*Input data*
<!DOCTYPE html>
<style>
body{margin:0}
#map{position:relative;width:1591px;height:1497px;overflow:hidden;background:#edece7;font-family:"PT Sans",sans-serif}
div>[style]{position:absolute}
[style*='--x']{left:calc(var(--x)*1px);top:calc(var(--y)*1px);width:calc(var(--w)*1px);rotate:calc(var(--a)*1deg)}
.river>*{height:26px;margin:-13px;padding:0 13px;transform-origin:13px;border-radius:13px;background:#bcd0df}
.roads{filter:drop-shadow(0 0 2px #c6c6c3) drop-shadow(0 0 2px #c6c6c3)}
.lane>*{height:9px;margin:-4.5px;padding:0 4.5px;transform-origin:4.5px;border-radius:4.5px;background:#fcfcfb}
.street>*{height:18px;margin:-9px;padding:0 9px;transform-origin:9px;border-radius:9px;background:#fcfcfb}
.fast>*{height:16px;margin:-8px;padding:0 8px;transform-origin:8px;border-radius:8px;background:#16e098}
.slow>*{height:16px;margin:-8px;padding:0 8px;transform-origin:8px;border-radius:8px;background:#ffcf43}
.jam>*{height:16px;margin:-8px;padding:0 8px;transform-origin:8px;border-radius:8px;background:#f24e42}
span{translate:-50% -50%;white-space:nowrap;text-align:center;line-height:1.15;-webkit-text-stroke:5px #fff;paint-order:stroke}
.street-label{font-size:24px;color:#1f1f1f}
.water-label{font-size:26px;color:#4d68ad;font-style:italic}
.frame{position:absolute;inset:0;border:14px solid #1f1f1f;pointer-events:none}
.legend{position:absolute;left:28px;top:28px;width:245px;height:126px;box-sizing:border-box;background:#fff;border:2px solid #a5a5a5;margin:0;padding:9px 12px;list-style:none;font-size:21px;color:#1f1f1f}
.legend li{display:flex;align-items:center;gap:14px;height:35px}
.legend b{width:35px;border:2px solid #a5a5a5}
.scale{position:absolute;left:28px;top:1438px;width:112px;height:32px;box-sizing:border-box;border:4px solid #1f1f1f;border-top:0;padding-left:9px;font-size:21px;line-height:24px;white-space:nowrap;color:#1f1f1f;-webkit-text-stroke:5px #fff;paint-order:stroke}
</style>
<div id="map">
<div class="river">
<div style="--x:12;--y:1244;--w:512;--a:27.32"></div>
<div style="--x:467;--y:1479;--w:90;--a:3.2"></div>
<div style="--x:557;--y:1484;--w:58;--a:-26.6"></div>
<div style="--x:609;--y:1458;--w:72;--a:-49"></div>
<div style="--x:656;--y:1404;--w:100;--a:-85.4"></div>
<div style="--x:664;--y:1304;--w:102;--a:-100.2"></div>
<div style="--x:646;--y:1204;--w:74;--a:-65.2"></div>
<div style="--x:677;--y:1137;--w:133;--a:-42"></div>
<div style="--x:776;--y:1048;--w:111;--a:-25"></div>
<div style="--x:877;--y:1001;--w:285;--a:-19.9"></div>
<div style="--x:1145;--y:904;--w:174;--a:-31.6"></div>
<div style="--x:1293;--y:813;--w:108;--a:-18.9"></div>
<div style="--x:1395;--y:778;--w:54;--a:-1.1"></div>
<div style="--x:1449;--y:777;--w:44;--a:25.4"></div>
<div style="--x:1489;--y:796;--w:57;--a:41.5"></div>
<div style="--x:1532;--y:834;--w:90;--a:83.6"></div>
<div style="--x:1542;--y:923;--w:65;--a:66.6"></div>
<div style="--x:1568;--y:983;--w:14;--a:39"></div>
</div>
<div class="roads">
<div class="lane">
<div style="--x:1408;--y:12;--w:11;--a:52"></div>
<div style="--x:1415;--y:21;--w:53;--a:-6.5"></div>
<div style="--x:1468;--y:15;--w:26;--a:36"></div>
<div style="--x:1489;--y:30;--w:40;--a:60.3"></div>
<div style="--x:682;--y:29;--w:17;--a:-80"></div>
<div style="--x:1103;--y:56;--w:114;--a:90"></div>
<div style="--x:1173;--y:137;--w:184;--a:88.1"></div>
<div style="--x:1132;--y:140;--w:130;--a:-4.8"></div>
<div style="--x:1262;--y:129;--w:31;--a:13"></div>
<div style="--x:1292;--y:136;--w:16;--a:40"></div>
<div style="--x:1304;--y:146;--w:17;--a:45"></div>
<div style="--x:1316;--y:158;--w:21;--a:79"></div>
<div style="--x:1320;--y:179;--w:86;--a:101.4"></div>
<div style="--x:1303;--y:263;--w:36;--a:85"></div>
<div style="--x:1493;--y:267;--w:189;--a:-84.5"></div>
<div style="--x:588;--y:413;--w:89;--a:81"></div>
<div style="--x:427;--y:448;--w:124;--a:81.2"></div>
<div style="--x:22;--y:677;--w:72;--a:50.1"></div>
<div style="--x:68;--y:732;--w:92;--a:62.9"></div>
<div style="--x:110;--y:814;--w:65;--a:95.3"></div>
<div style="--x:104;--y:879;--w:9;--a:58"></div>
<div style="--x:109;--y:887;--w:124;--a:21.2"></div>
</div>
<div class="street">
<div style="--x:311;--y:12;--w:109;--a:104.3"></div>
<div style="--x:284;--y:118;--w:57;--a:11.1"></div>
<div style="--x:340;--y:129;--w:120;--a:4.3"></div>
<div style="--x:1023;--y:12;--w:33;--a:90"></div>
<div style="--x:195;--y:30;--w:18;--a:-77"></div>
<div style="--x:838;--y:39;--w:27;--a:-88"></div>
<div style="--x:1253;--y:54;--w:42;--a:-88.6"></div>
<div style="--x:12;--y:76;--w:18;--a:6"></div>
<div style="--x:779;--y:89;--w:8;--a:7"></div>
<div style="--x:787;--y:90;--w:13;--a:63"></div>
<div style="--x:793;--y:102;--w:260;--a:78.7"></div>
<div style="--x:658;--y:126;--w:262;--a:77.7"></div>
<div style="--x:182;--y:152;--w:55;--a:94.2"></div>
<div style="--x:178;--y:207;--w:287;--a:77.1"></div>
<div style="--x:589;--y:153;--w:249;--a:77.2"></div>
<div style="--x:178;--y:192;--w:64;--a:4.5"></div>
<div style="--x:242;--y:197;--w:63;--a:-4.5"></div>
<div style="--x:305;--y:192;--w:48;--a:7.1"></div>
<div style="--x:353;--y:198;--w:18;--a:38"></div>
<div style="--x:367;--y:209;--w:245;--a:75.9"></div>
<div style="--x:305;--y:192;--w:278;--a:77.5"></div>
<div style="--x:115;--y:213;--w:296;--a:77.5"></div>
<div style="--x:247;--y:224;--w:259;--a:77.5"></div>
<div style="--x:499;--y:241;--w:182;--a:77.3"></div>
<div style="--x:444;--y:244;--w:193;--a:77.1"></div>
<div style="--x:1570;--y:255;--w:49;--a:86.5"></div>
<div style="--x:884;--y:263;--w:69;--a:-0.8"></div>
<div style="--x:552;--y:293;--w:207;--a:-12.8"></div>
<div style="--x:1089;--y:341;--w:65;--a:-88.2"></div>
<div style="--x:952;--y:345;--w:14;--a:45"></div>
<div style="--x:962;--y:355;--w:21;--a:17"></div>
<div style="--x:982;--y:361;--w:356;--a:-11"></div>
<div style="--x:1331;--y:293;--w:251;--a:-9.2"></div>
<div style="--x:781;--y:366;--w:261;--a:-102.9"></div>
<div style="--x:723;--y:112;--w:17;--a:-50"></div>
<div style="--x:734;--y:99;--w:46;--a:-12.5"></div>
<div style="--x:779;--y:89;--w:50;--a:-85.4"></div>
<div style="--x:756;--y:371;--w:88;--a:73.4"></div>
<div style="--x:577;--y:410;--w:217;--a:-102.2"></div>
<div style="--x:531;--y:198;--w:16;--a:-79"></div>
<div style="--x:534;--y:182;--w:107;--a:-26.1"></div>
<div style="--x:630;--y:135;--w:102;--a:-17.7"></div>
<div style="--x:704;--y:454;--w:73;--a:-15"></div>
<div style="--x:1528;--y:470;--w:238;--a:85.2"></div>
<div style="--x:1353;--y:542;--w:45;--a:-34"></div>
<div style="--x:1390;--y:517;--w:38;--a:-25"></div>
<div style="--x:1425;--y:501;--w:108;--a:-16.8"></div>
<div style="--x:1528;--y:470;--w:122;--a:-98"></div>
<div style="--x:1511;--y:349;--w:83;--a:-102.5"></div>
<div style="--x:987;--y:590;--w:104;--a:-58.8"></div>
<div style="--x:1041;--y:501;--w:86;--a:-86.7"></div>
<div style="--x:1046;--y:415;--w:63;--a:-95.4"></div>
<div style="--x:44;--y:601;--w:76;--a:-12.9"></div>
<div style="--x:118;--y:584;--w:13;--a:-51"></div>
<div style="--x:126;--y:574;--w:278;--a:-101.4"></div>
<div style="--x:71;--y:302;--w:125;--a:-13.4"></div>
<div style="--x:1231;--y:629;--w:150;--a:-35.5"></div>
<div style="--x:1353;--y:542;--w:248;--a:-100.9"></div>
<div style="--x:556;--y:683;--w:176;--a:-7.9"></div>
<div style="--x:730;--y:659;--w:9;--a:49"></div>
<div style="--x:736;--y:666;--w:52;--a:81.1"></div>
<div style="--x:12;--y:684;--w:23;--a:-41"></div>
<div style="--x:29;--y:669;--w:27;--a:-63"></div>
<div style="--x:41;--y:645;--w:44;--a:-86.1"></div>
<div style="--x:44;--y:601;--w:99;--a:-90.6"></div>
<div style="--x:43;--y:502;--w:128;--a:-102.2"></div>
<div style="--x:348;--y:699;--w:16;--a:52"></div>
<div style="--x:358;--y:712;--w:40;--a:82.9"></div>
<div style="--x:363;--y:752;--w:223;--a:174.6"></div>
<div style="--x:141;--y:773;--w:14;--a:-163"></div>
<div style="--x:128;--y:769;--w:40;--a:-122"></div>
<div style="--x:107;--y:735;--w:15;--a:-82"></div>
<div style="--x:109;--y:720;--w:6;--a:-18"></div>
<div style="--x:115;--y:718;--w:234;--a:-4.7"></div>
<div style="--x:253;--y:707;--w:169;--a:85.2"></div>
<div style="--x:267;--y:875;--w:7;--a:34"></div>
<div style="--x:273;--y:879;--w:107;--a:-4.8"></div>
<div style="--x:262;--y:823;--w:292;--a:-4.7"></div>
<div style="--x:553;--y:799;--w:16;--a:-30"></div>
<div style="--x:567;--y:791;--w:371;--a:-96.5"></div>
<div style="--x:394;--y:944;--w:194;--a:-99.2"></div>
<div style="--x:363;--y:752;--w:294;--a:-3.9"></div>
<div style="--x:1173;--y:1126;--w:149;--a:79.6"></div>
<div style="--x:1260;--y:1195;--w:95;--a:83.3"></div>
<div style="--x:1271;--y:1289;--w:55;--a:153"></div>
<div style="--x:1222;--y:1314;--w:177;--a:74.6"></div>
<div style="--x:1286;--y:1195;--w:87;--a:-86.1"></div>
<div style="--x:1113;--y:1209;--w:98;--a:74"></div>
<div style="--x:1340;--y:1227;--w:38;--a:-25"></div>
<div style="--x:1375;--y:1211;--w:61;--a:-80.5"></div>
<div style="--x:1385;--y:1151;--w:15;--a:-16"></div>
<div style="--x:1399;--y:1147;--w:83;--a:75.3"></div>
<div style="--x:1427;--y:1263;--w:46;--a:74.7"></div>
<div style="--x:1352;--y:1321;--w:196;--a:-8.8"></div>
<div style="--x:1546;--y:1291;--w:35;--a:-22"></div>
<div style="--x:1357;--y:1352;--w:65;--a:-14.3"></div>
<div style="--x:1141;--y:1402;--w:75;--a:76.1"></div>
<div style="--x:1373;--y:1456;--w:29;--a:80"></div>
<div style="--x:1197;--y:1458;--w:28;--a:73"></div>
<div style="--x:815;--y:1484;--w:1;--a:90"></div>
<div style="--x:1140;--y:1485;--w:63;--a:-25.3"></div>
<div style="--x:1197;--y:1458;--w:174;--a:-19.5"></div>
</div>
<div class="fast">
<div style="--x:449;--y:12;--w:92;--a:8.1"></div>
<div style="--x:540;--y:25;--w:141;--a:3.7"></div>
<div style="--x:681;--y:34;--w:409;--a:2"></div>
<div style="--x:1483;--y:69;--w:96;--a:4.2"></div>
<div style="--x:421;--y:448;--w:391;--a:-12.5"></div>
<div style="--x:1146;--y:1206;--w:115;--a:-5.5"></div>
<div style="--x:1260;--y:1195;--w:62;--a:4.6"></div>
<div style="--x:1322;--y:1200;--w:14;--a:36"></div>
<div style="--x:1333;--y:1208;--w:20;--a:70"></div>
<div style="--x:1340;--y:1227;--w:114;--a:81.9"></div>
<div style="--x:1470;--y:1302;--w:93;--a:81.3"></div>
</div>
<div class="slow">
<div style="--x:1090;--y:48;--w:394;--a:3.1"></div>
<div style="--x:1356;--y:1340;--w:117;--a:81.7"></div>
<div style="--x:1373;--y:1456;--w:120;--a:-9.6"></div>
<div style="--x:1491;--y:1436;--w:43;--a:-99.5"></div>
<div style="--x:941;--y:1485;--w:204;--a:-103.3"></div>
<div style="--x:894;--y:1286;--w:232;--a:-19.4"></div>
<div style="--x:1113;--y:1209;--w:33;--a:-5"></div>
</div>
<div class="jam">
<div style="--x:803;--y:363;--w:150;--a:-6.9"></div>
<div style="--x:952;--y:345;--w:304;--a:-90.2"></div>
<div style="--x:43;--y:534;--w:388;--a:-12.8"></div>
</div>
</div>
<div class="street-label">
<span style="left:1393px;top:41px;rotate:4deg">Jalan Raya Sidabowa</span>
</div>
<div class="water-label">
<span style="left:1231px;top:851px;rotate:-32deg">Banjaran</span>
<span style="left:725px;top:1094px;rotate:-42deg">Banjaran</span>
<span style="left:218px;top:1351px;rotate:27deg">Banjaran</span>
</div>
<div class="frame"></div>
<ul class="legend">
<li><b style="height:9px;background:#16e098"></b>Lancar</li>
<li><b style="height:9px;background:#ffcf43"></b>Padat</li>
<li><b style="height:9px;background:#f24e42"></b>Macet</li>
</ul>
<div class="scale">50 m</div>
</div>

*Your task*
When a line in the data holds the word "river", show that line.

*Expected output*
.river>*{height:26px;margin:-13px;padding:0 13px;transform-origin:13px;border-radius:13px;background:#bcd0df}
<div class="river">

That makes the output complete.